# '74 GTO Leaf Spring Recommendations



## Red74Goat (Jul 31, 2015)

I am considering replacing the rear leaf springs on my '74. Based on the slight back slope in the stance (~1") seems like the springs have lost some of their arch. Any suggestions for good sources for quality multi-leaf stock replacement springs?
Thanks.


----------



## Red74Goat (Jul 31, 2015)

I ended up going with replacement springs from Eaton Detroit Spring Co. in Detroit, MI. They have been in business since 1937 and say they have over 24,000 original manufacturer spring blueprints. Mike Eaton was a good guy to work with on the GTO springs. 

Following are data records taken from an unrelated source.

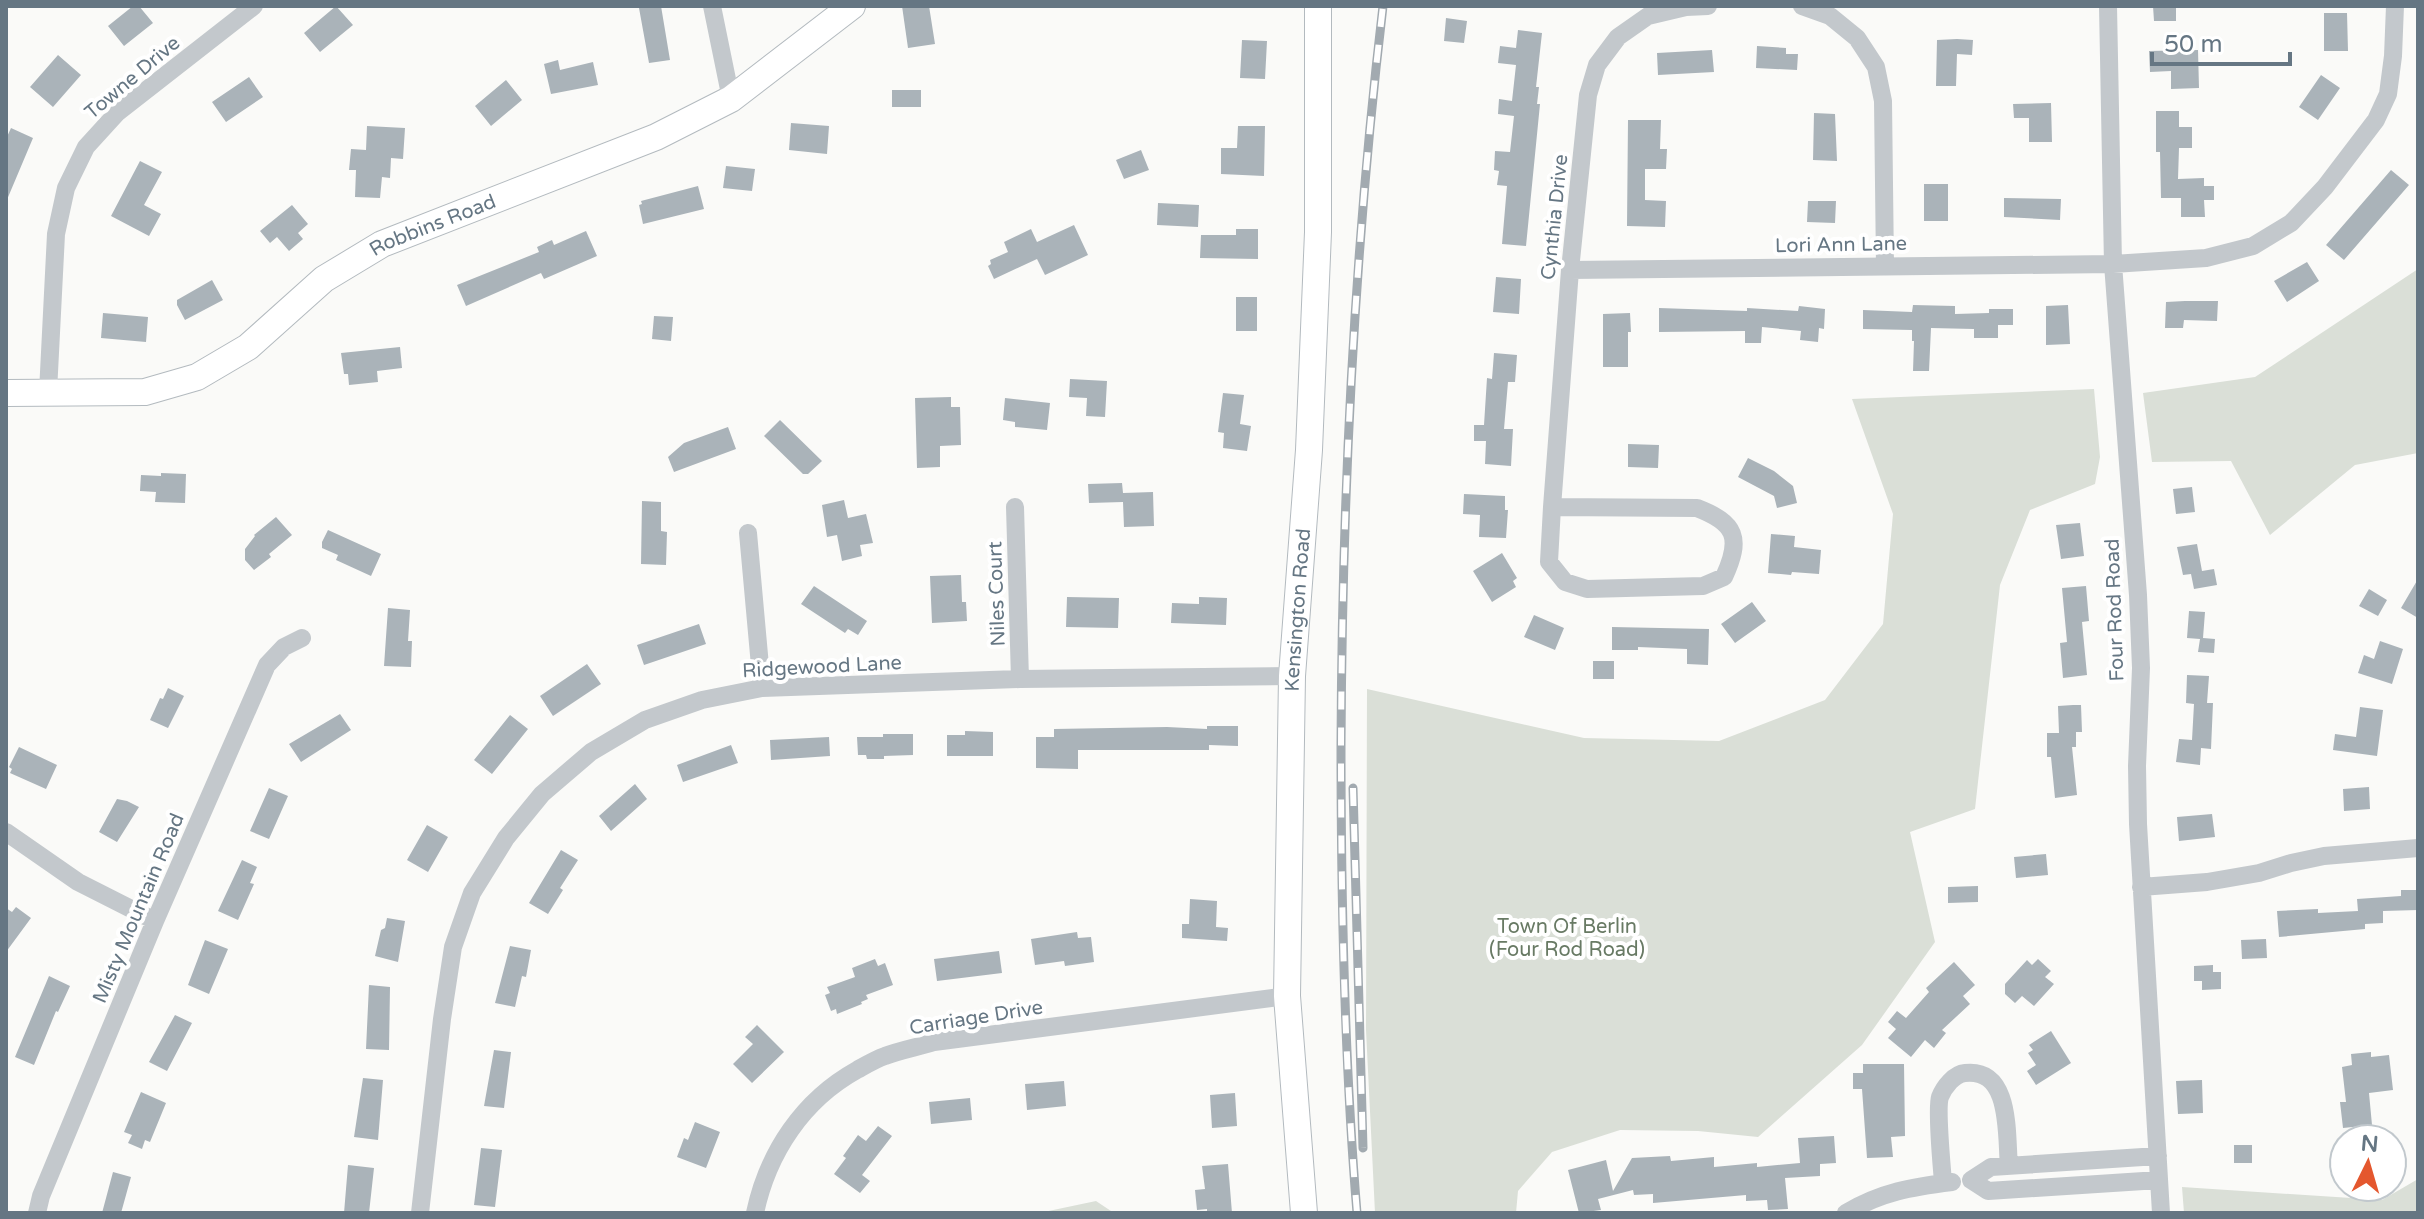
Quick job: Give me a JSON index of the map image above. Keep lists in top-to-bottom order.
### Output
{
  "streets": {
    "street": [
      "Towne Drive",
      "Cynthia Drive",
      "Robbins Road",
      "Lori Ann Lane",
      "Niles Court",
      "Kensington Road",
      "Four Rod Road",
      "Ridgewood Lane",
      "Misty Mountain Road",
      "Carriage Drive"
    ]
  },
  "crossings": [
    ["Towne Drive", "Robbins Road"],
    ["Cynthia Drive", "Lori Ann Lane"],
    ["Lori Ann Lane", "Four Rod Road"],
    ["Niles Court", "Ridgewood Lane"],
    ["Kensington Road", "Ridgewood Lane"],
    ["Kensington Road", "Carriage Drive"]
  ],
  "parks": ["Town Of Berlin (Four Rod Road)"],
  "scale_bar": "50 m",
  "north": "top"
}
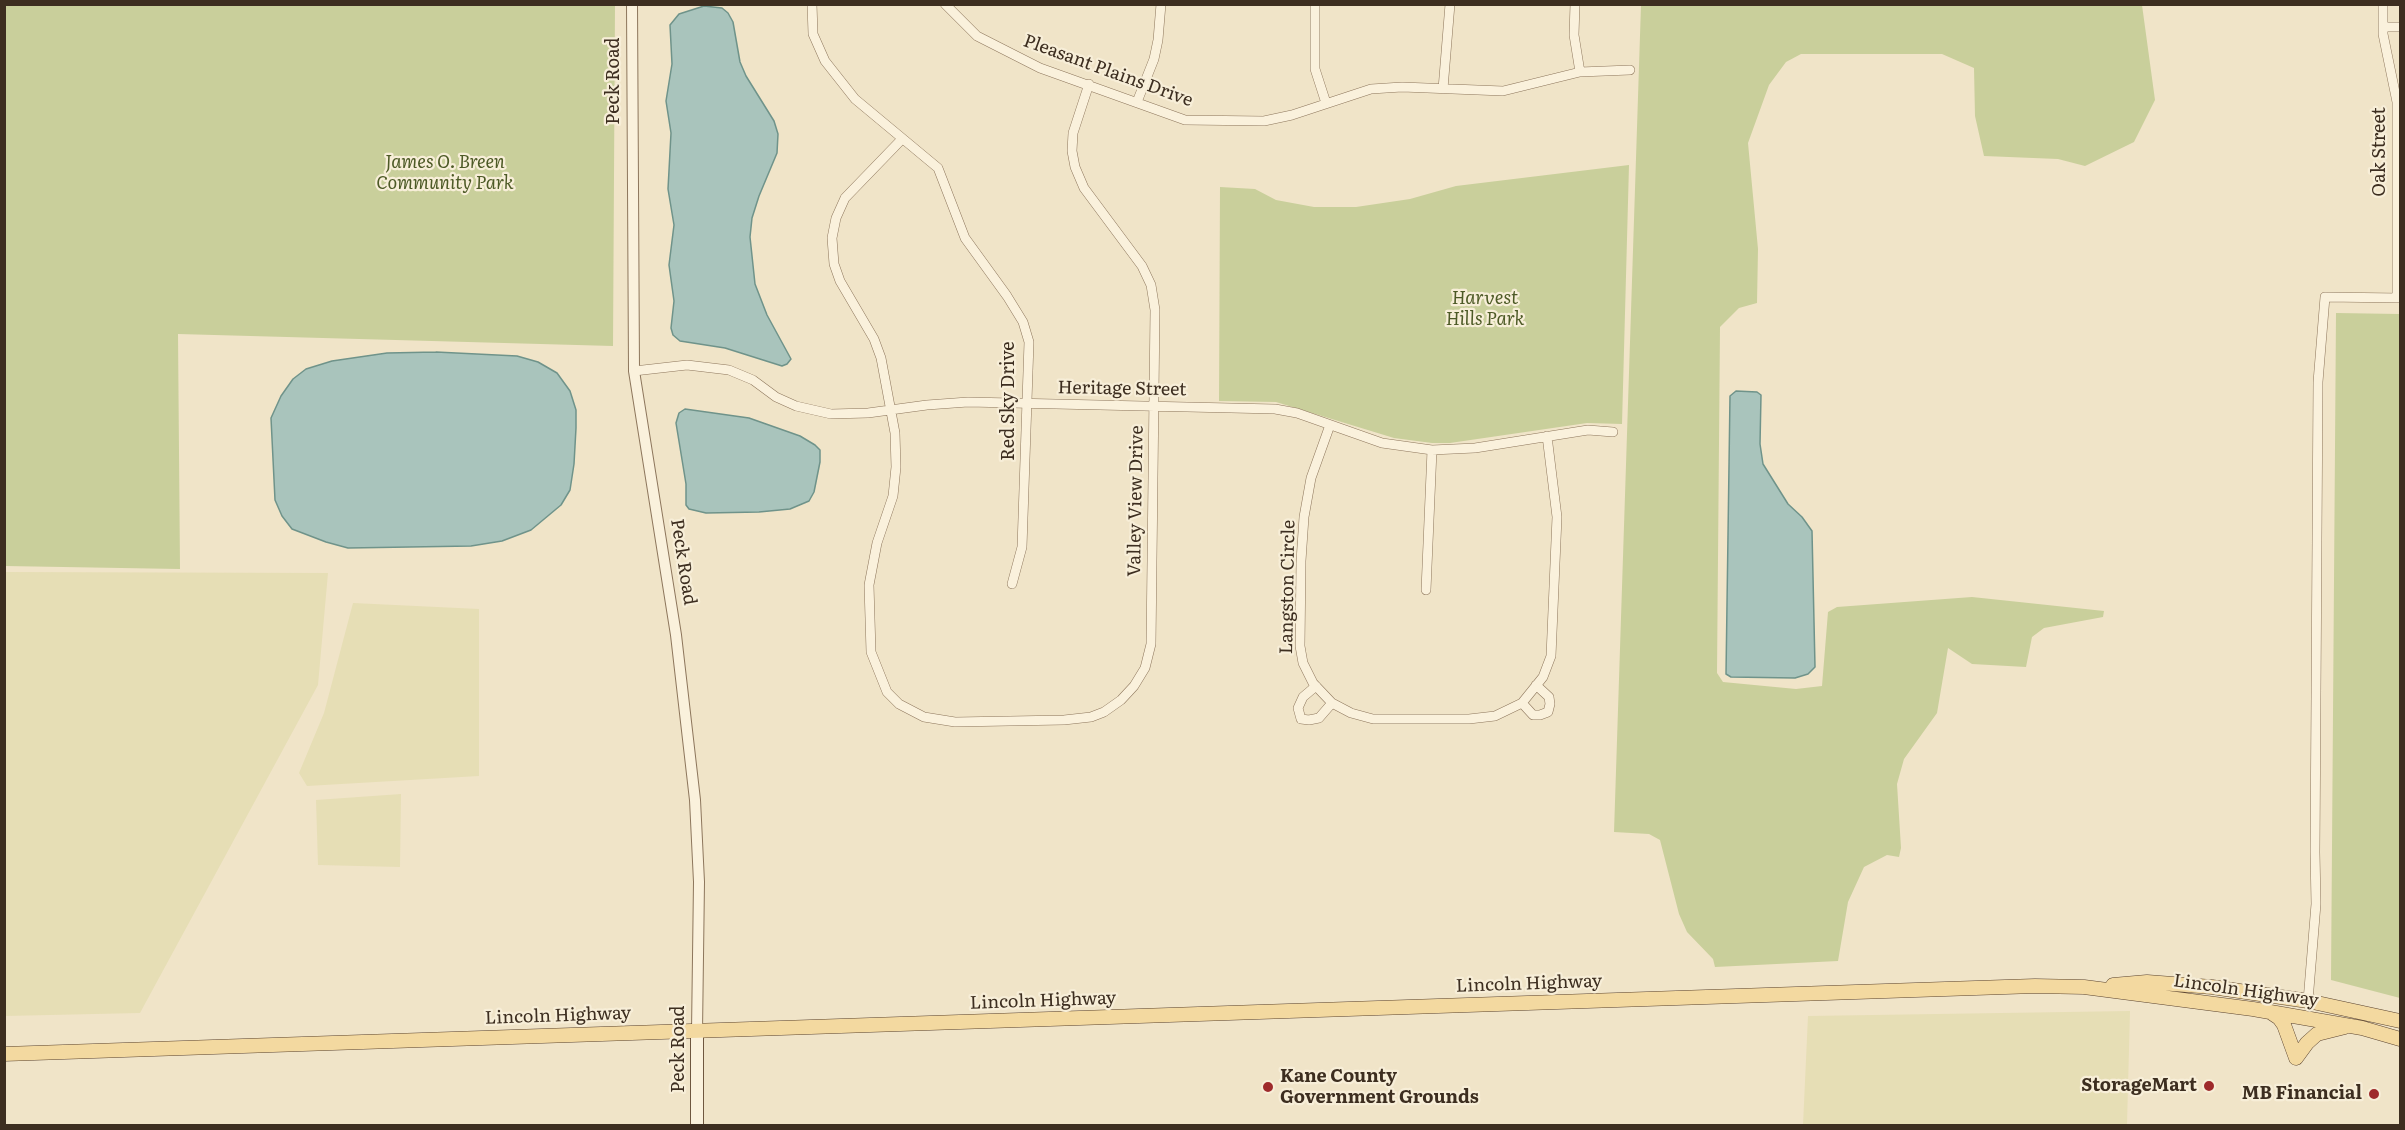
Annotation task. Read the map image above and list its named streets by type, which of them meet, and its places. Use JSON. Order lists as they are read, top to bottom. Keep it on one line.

It was interesting, their online ordering form had a leaf pack with five leaves listed; I let Mike know that was a mistake. The leaf pack from Pontiac for my GTO had six leaves in each rear leaf pack and I sent Mike the pictures of it. Mike worked with me to get the correct six leaf pack for my GTO and updated his website with the correct number of leaves in the leaf pack. (I can only assume that he didn't get too many orders for replacement '74 GTO springs.) I ordered the stock spec replacement springs and they raised my car's rear by about an inch, back up to the factory level, which is what I was looking for. You can also order the springs from Eaton to be higher or lower than stock specs. 

Once I got the original springs off and compared them to the new springs from Eaton, I could see how the old springs had broken down and flattened in the centers. I replaced the shocks on all four wheels at the same time with factory spec shocks. Once everything was in place, the ride was improved and the stance was back to the factory look. The overall effort wasn't too bad, but then again, my GTO has been garage kept since day one, so basically rust free. 

I took some pictures of the replacement process and plan to put together a short photo-accompanied description of the process I used to replace the rear leaf springs when I get some time this winter.


----------